Mapping ISP & Carrier Policies to Real‑World Limits

What networks actually enforce varies by destination type:

Email ISPs (Gmail, Microsoft, Yahoo, etc.) enforce per‑sender and per‑IP reputational checks, dynamic temporary rate-limiting, and content-based filtering. Microsoft’s Exchange Online documents show concrete submission limits such as connection concurrency and per‑minute/per‑day thresholds that cause measured throttling responses (for example, up to three concurrent SMTP connections for SMTP AUTH, 30 messages per minute and a 10,000 recipients/day recipient rate can be enforced by the service).
Mobile carriers (A2P SMS via 10DLC, toll‑free, or short codes) attach throughput to registration, branding and campaign vetting.

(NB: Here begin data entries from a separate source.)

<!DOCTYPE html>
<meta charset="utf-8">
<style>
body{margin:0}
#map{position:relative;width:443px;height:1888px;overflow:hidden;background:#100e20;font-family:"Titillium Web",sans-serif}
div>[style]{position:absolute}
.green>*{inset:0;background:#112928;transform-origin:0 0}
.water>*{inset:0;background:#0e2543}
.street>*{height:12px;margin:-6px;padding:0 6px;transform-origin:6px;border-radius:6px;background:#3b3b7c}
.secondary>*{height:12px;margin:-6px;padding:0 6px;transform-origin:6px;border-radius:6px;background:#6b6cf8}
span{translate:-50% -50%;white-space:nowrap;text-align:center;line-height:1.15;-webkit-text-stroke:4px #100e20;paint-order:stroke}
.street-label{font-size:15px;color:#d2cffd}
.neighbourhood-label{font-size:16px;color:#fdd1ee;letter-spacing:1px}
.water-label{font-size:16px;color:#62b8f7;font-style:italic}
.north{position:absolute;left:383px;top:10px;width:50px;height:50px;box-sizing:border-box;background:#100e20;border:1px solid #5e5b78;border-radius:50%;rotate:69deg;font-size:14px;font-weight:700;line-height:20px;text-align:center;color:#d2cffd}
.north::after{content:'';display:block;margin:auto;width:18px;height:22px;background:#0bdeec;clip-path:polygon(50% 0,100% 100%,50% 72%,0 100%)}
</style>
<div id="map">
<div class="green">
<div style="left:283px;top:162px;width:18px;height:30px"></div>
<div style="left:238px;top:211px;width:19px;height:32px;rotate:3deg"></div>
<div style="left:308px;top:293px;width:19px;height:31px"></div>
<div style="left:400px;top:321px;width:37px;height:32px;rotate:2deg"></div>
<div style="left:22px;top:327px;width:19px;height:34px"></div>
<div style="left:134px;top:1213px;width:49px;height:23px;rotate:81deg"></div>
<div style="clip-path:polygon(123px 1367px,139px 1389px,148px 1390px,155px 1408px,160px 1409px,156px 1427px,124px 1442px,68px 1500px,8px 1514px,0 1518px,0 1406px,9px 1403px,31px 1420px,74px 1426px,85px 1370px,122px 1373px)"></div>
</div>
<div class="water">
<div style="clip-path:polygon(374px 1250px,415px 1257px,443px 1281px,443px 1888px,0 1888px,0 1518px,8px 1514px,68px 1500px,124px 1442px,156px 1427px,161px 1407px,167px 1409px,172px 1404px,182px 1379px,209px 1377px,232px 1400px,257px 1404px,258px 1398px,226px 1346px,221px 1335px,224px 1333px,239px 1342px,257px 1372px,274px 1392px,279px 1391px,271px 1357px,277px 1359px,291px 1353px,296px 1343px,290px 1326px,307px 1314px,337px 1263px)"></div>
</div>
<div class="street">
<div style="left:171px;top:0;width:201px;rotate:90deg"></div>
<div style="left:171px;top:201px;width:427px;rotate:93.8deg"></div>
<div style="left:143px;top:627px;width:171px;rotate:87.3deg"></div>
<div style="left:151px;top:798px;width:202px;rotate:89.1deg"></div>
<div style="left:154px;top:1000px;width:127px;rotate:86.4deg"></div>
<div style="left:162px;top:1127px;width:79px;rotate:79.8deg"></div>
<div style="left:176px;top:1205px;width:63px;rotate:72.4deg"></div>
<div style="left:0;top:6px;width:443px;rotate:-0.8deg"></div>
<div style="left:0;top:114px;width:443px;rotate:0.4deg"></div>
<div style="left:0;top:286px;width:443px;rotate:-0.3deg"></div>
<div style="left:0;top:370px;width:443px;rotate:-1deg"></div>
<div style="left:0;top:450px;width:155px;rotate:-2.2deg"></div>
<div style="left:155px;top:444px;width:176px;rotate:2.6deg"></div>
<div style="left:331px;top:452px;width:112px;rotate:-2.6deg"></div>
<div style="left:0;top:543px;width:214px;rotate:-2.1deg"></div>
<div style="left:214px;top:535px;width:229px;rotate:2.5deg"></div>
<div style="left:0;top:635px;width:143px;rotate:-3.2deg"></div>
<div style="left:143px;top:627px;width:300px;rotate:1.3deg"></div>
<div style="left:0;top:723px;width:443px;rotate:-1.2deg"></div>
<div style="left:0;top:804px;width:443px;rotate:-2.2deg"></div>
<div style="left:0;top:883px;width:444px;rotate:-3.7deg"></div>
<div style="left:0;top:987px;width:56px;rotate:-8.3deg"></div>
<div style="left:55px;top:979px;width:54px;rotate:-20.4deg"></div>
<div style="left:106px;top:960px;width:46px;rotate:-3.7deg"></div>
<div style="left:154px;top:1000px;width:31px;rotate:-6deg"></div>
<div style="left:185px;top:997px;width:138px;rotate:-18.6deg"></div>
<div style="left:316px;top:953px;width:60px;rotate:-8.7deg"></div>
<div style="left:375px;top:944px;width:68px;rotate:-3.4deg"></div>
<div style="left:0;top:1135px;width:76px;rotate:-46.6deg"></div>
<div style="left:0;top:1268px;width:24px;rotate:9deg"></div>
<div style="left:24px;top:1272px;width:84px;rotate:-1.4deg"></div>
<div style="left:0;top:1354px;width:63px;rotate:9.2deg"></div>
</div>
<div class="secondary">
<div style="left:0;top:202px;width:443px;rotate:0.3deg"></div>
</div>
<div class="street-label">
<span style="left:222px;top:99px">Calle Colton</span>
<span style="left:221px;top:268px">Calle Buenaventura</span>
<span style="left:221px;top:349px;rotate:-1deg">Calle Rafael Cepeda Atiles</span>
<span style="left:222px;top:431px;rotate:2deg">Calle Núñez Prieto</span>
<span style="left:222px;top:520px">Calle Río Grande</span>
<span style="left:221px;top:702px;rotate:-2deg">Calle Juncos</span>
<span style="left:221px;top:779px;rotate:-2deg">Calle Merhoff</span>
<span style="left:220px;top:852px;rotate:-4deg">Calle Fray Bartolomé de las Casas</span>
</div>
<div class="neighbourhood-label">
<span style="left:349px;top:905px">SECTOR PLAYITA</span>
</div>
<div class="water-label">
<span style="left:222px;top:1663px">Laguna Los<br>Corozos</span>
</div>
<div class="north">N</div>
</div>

Throughput is assigned per brand and per campaign and varies by carrier—registered campaigns get materially higher throughput than unregistered traffic. Registration and trust score determine per‑carrier quotas and penalties for overflow.
Aggregate behavior: carriers and ISPs often prefer queuing/deferring over outright dropping; repeated policy violations lead to permanent drops or blacklistings. M3AAWG and industry best‑practice documents codify operational expectations for senders.

Important: The fastest route to higher throughput is compliance and staged growth. Built-in throttles that respect ISP/carrier policies preserve lifetime capacity; ad‑hoc high-volume blasts burn reputation and reduce future throughput.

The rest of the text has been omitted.